I have a numpy array:
a = [3., 0., 4., 2., 0., 0., 0.]
I would like a new array, created from this, where the non zero elements are converted to their value in zeros and zero elements are converted to a single number equal to the number of consecutive zeros i.e:
b = [0., 0., 0., 1., 0., 0., 0., 0., 0., 0., 3.]
Looking for a vectorized way to do this as the array will have > 1 million elements.
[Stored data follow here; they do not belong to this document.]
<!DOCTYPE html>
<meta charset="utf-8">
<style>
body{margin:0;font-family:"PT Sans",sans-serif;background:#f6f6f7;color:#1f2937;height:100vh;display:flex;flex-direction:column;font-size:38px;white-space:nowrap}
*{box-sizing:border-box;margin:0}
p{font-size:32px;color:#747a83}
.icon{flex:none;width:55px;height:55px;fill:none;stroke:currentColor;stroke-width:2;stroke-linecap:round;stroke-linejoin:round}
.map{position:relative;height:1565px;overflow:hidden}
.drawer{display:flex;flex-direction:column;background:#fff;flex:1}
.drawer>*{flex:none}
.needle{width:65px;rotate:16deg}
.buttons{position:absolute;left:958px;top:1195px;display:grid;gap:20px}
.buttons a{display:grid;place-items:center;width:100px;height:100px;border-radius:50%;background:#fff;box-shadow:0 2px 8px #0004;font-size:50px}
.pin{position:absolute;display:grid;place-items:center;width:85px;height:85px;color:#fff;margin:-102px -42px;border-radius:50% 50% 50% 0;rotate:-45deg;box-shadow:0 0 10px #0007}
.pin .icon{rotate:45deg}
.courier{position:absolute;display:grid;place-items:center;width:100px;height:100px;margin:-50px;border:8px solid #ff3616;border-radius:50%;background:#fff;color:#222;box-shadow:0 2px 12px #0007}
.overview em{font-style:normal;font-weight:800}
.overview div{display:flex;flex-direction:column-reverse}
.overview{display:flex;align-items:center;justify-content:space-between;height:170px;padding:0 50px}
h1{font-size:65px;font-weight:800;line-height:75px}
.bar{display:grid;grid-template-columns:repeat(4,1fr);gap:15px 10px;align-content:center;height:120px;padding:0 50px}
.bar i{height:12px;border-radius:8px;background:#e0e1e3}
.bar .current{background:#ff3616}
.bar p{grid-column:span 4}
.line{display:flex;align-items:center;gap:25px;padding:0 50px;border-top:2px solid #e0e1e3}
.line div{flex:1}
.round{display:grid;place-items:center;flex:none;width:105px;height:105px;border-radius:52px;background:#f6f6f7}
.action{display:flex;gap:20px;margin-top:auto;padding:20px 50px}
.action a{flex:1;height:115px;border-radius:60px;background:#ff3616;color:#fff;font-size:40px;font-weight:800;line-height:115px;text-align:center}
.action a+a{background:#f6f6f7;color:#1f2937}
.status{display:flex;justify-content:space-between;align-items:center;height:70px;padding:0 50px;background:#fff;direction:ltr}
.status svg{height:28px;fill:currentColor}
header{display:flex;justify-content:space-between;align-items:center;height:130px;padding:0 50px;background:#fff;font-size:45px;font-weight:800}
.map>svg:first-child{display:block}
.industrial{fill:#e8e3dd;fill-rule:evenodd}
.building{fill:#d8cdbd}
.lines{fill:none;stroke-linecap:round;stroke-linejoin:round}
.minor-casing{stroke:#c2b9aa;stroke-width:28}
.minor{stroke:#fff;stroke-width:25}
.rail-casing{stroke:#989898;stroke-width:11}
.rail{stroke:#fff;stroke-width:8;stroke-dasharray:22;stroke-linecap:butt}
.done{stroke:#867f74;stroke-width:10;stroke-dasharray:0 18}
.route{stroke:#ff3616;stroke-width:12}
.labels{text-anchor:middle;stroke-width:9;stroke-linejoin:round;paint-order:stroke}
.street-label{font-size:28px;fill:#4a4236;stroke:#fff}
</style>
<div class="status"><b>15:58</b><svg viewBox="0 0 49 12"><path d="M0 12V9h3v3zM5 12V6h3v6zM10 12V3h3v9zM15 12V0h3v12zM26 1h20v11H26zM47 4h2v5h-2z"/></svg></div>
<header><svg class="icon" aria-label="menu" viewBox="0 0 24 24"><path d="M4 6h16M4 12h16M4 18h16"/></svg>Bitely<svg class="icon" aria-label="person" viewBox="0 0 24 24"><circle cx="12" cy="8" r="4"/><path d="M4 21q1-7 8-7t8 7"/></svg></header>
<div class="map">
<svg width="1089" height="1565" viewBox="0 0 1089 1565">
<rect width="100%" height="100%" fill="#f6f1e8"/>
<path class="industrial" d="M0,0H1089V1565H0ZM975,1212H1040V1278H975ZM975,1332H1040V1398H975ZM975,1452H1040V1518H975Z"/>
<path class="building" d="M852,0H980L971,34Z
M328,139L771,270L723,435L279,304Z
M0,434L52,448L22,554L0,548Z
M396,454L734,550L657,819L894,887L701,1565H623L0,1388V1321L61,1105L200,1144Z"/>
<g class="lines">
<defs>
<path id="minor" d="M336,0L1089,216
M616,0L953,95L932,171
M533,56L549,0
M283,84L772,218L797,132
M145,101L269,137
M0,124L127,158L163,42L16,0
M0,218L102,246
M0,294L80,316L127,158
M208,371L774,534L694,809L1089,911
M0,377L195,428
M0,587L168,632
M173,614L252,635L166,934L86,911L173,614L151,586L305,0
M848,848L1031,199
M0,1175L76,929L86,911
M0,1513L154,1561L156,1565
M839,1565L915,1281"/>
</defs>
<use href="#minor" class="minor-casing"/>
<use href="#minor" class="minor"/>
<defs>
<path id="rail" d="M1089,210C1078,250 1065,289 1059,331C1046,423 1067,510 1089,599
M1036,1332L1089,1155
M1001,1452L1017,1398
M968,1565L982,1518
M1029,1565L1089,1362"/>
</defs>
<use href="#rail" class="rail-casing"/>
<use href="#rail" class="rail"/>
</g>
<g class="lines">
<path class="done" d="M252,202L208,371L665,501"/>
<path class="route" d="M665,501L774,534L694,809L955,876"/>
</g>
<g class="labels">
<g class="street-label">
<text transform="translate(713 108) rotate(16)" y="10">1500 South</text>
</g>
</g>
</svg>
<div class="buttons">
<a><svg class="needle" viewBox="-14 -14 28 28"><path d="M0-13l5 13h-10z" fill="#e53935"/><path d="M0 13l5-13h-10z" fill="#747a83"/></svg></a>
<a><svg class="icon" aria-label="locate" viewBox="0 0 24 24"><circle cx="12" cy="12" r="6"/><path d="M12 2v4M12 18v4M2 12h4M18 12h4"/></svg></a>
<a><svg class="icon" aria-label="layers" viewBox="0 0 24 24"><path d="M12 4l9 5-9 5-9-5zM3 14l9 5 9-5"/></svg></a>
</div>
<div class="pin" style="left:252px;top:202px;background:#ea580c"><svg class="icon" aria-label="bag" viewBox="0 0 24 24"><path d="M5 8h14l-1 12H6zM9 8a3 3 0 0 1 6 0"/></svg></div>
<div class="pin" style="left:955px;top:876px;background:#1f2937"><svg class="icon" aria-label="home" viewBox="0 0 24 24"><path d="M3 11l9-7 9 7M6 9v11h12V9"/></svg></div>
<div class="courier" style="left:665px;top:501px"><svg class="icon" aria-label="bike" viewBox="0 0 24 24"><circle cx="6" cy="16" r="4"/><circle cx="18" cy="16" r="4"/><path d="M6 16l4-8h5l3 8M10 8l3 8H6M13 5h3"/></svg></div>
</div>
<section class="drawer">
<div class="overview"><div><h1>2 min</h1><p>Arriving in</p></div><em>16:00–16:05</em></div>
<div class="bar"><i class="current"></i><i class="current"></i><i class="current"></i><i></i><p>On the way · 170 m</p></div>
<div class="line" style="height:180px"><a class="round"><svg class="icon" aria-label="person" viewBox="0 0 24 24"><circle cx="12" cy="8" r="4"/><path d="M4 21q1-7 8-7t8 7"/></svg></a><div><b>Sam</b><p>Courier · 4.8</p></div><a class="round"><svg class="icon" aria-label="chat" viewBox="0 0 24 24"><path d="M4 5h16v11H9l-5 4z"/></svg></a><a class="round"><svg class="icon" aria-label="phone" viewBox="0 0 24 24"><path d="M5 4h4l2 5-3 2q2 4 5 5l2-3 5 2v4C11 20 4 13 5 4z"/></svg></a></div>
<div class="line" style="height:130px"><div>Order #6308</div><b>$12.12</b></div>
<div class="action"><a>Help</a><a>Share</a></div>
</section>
Any help much appreciated.
这应该可以解决问题,它的大致工作原理是:1)找到所有连续的零并计算它们,2)计算输出数组的大小并用零初始化它,3)将第 1 部分的计数放在正确的位置。
def cz(a):
a = np.asarray(a, int)
# Find where sequences of zeros start and end
wz = np.zeros(len(a) + 2, dtype=bool)
wz[1:-1] = a == 0
change = wz[1:] != wz[:-1]
edges = np.where(change)[0]
# Take the difference to get the number of zeros in each sequence
consecutive_zeros = edges[1::2] - edges[::2]
# Figure out where to put consecutive_zeros
idx = a.cumsum()
n = idx[-1] if len(idx) > 0 else 0
idx = idx[edges[::2]]
idx += np.arange(len(idx))
# Create output array and populate with values for consecutive_zeros
out = np.zeros(len(consecutive_zeros) + n)
out[idx] = consecutive_zeros
return out
对于一些品种:
a = np.array([3., 0., 4., 2., 0., 0., 0.],dtype=np.int)
inds = np.cumsum(a)
#Find first occurrences and values thereof.
uvals,zero_pos = np.unique(inds,return_index=True)
zero_pos = np.hstack((zero_pos,a.shape[0]))+1
#Gets zero lengths
values = np.diff(zero_pos)-1
mask = (uvals!=0)
#Ignore where we have consecutive values
zero_inds = uvals[mask]
zero_inds += np.arange(zero_inds.shape[0])
#Create output array and apply zero values
out = np.zeros(inds[-1] + zero_inds.shape[0])
out[zero_inds] = values[mask]
out
[ 0. 0. 0. 1. 0. 0. 0. 0. 0. 0. 3.]
主要变化在于我们可以np.unique用来查找数组的第一次出现,只要它是单调递增的。